= Auditory exclusion =

Temporary loss of hearing due to stress

Auditory exclusion is a form of temporary loss of hearing occurring under high stress. As such it is related to tunnel vision and "the slowing of time in the mind".

Auditory exclusion happens as a result of the physiological effects of the acute stress response, specifically an increased heart rate.

==Link to "Fight or Flight" response==

In times of high stress, caused by both visual and auditory triggers, a person's “fight or flight” response can be triggered as they descend into a state of hyper-arousal. This is an evolutionary response involving the sympathetic nervous system that is triggered as a reaction to a perceived threat to the individual's life to help increase the chances of survival. The adrenal gland is alerted and as a result, adrenaline is released into the individual's bloodstream. This causes a number of physiological changes like increased heart rate, increased breathing and hyperfocus on the threat at hand. Additionally, cortisol is released from the adrenal glands which can provide the body with more energy in the short term. Contrastingly, over longer periods of time cortisol can obstruct thought processes, especially in high-emotion environments.

MRI scans have been used to investigate how the brain functions during decision making and which areas are responsible for processing different stimuli. From this we can identify areas of the brain linked to processing different senses.
The primary auditory cortex (the area of the brain predominantly responsible for processing auditory information) is in the superior temporal gyrus in the temporal lobe, whereas the visual cortex (responsible for the process of visual information) is an area of the cerebral cortex in the occipital lobe.
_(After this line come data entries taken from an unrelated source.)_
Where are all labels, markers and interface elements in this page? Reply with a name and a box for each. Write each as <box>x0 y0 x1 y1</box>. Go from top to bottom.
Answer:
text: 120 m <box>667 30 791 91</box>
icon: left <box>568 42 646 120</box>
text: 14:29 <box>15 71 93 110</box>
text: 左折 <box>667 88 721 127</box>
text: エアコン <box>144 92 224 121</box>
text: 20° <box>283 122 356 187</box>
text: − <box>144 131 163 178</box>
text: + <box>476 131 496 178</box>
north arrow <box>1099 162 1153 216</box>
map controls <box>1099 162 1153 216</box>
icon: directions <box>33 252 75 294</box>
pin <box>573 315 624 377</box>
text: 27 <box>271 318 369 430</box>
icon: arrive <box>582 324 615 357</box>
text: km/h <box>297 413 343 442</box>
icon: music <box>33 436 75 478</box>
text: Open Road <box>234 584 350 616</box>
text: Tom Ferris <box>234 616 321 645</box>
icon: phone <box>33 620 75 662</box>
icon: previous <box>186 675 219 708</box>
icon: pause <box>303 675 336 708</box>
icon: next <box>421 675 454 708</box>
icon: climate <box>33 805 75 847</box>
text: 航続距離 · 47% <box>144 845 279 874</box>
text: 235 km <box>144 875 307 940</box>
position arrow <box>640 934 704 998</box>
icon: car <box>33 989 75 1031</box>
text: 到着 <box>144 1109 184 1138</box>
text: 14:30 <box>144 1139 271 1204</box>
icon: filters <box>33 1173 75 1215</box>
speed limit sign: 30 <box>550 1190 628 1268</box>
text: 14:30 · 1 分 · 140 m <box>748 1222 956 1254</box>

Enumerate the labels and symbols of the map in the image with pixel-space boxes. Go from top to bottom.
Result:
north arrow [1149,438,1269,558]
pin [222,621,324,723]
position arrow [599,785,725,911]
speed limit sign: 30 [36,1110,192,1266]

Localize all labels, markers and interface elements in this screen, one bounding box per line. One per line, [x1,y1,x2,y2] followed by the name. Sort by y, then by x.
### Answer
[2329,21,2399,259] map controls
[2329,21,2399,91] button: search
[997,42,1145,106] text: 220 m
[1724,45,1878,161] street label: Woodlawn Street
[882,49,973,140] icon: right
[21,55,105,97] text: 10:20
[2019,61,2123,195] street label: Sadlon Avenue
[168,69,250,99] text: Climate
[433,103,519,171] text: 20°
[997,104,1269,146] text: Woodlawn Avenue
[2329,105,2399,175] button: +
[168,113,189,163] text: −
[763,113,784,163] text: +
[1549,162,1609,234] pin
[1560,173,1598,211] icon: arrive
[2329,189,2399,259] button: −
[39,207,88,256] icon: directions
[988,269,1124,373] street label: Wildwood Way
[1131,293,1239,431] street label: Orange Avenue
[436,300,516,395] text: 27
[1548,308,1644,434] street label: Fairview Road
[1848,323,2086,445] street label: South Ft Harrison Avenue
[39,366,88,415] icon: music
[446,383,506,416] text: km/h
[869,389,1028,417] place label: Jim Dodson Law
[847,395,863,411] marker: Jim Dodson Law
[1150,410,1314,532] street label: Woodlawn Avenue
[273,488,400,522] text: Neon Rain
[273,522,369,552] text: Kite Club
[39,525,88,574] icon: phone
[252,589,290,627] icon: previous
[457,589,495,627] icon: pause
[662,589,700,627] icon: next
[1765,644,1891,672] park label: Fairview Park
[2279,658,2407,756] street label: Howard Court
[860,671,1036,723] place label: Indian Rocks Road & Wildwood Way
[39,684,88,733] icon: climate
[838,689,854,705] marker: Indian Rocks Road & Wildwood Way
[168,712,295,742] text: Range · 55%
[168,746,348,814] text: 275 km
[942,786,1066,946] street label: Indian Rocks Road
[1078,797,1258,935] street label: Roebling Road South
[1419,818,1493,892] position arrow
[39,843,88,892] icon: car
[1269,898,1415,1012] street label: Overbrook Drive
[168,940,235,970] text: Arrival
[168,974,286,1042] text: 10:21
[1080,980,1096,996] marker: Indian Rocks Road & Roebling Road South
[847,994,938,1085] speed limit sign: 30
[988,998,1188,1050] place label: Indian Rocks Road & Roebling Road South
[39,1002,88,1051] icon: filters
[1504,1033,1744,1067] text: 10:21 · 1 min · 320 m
During this “Fight or flight” /acute stress response, both areas of the conscious brain can struggle to process this information at the same time. Consequently, perceptual distortions can occur (e.g. slow motion/ tunnel vision, disruption of hearing) As a part of this, the processing of auditory information can be stopped completely, causing temporary hearing loss.

However, it is more common that the auditory cortex's functionality still remains but its efficiency is impaired. It has been reported that individuals can hear an unclear version of the noise around them, almost as if it is muffled. Others reported hearing a “hiss” or “ringing” noise, especially in combat situations.

==Auditory exclusion in combat==
In addition, auditory exclusion can have a protective purpose. In situations like combat, where the noise created by gunfire or explosions is loud enough to cause significant damage, an individual's hearing can be suppressed or muted to the point where they are unaware of the severity of the noise until afterwards. Consequently, minimising any damage to the individual's hearing.

In 2019, author Scott W. Wagner wrote about a personal experience with auditory exclusion, detailing how he was involved in a SWAT raid that required him to “take down” a dangerous subject. Upon firing a taser gun, Wagner was unable to hear the “pop” that is usually heard when it is fired in addition to not hearing the subject's wife screaming less than 20 feet away from him.

During the fight or flight response, heart rate and breathing rate significantly increase as a result of the body requiring more energy to fuel a physical response to a stressful stimulus. An elevated heart rate can be used to partially explain the reason for auditory exclusion.

With 30+ years in the fire service, Dr. Richard B. Gasaway (contributor to the Situational Awareness Matters campaign) referenced a study in which a participant's base-level hearing was measured using an audiometer. This hearing test continued as the participants exercised on a treadmill to emulate the elevated heart rate that would occur during the stress response. It was revealed that hearing ability began to decline once the heart rate increased over 175 bpm. This is due to the increased blood flow in the eardrums that creates noise, causing the individual to lose hearing of the surrounding environment. This can manifest as a hissing or ringing in the individual's ears which consequently blocks out the noise around them. However, intentionally/voluntarily raising your heart rate to this level through exercise may not cause auditory exclusion. This is because the increase is not due to rapid hormonal changes that trigger the stress response, instead it is a gradual increase in heart rate as a result of exercise, i.e., it does not "shock" the body in the same way we do when encountering stressful situations.